Corn Lobby Reaps Crops of Trouble

Last week, the corn lobby posted a blog that abruptly declared its independence from so-called “advanced biofuels.”  This announcement made it painfully clear that corn ethanol will never gain America independence from our dangerous oil addiction and that the evolution of advanced biofuels is near non-existent.

Apparently, the corn ethanol lobby is sick of sharing the lavish government support it enjoys with any other fuels – something we’ve known for a while. It stabbed the advanced biofuels industry in the back even though the heavily-spun yarn about corn ethanol being a bridge to a sunny future of advanced biofuels enabled support for corn ethanol in the first place.

However, as the National Corn Growers Association missive gained attention, it appeared that the corn lobby had second thoughts and tried to sweep the spilled kernels under the carpet by quietly deleting the post.

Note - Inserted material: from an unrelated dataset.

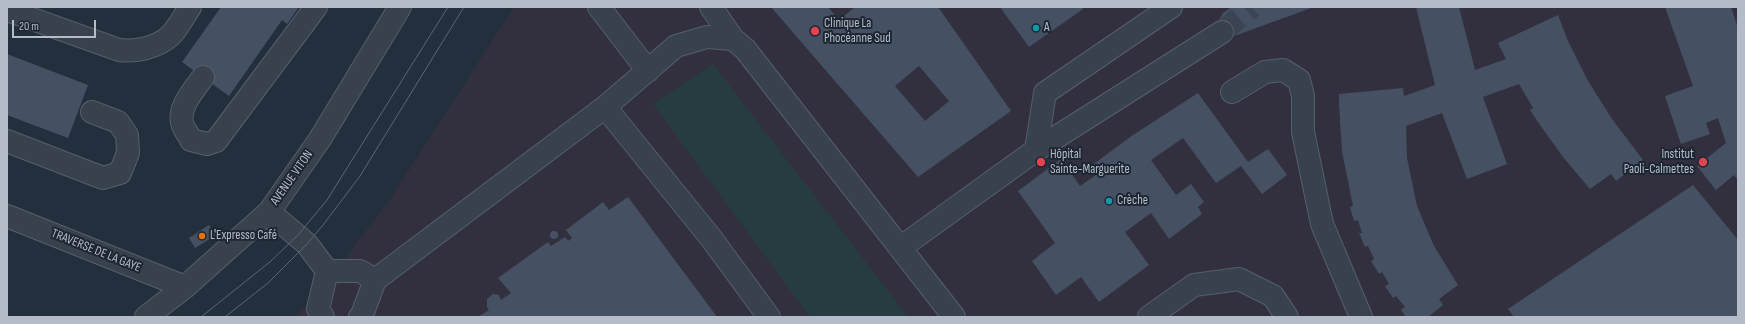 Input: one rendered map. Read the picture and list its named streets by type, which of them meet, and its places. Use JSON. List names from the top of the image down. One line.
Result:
{"streets":{"street":["AVENUE VITON","TRAVERSE DE LA GAYE"]},"crossings":[["AVENUE VITON","TRAVERSE DE LA GAYE"]],"places":["A","Clinique La Phocéanne Sud","Hôpital Sainte-Marguerite","Institut Paoli-Calmettes","Crèche","L'Expresso Café"],"scale_bar":"20 m"} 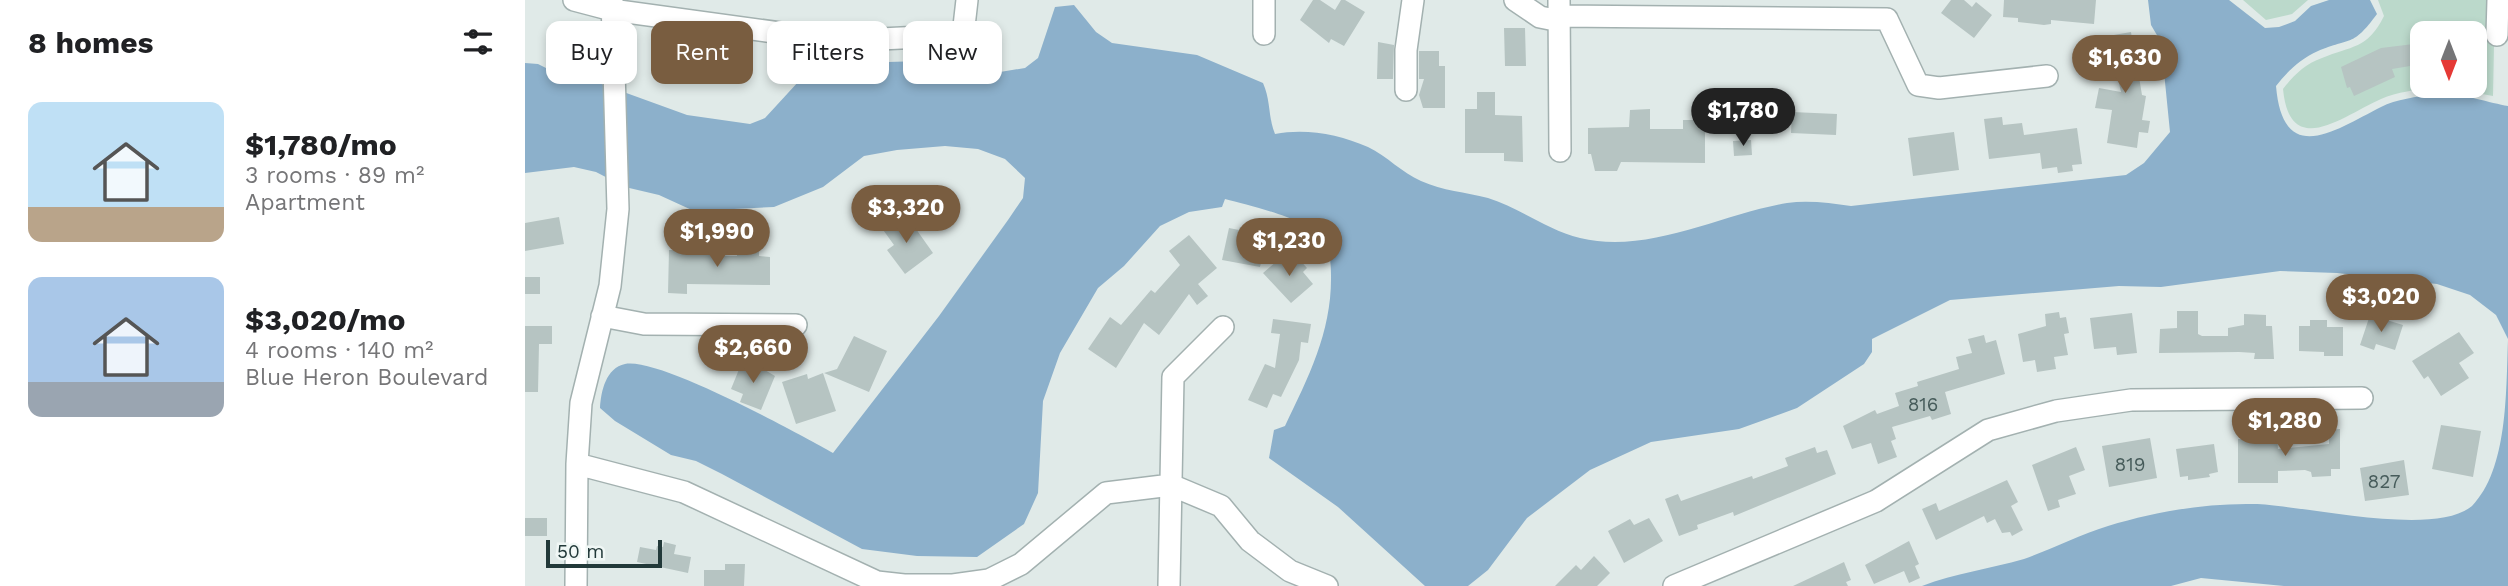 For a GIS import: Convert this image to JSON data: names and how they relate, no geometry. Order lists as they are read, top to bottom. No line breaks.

Jim Lane, editor of Biofuels Digest found the banished post. He also published this reaction from National Corn Growers Association chief executive officer Rick Tolman:

Blog posts by definition are meant to be “edgy” and create and stimulate discussion and, to some degree, controversy. Bloggers are generally given a lot of latitude to do that. The National Corn Growers Association blog and our bloggers are no exception.

Lane wasn’t buying it.  “We reject the idea that blogs are, by definition, meant to be edgy and to create controversy, “he wrote.  “We believe that the NCGA has lost institution control of its communications.”

He went on:

After all, this is not correcting a spelling error, or a thought written in the heat of the moment and quickly regretted. It stood for nine days on the internet, and went viral on Twitter. Isn’t anyone in management reading the NCGA blog? If it was good enough to delete in day 10, it was good enough to delete the day it was written, or simply not be published in the first place. The stakes are high, and characterizing allies with disdain is bad for industry, and for the movement it represents. CEO Tolman could give some deep thought to cleaning house.

The advanced biofuels industry has cause to tongue lash the corn lobby for the sharpened corncob sticking out from between its shoulder blades. But Tolman’s interpretation of blogs and online skirmishes over policy is quite different than that of Bart Schott, the president of the National Corn Growers Association.

On August 9, Environmental Working Group researchers Andrew Hug and Becky Sutton released an analysis debunking corn lobby denials that toxic farm chemicals used on corn crops had caused water pollution and contributed to the Gulf of Mexico Dead Zone.

Schott sent a statement to DTN/Progressive Farmer reporter Todd Neely  that complained,  “we do not understand why [EWG] felt the need to punctuate it with personal attacks in social media on NCGA staff or outside researchers. Likewise, we also do not understand why they did not come to us directly with their concerns or questions as they were working on their article.”

I contacted the corn growers’ media staff and asked for evidence that EWG staff had engaged in “personal attacks in social media on NCGA staff or outside researchers.” While you do need to buckle your chinstrap in the sharp-elbowed world of Washington policy debates, personal attacks should not be tolerated.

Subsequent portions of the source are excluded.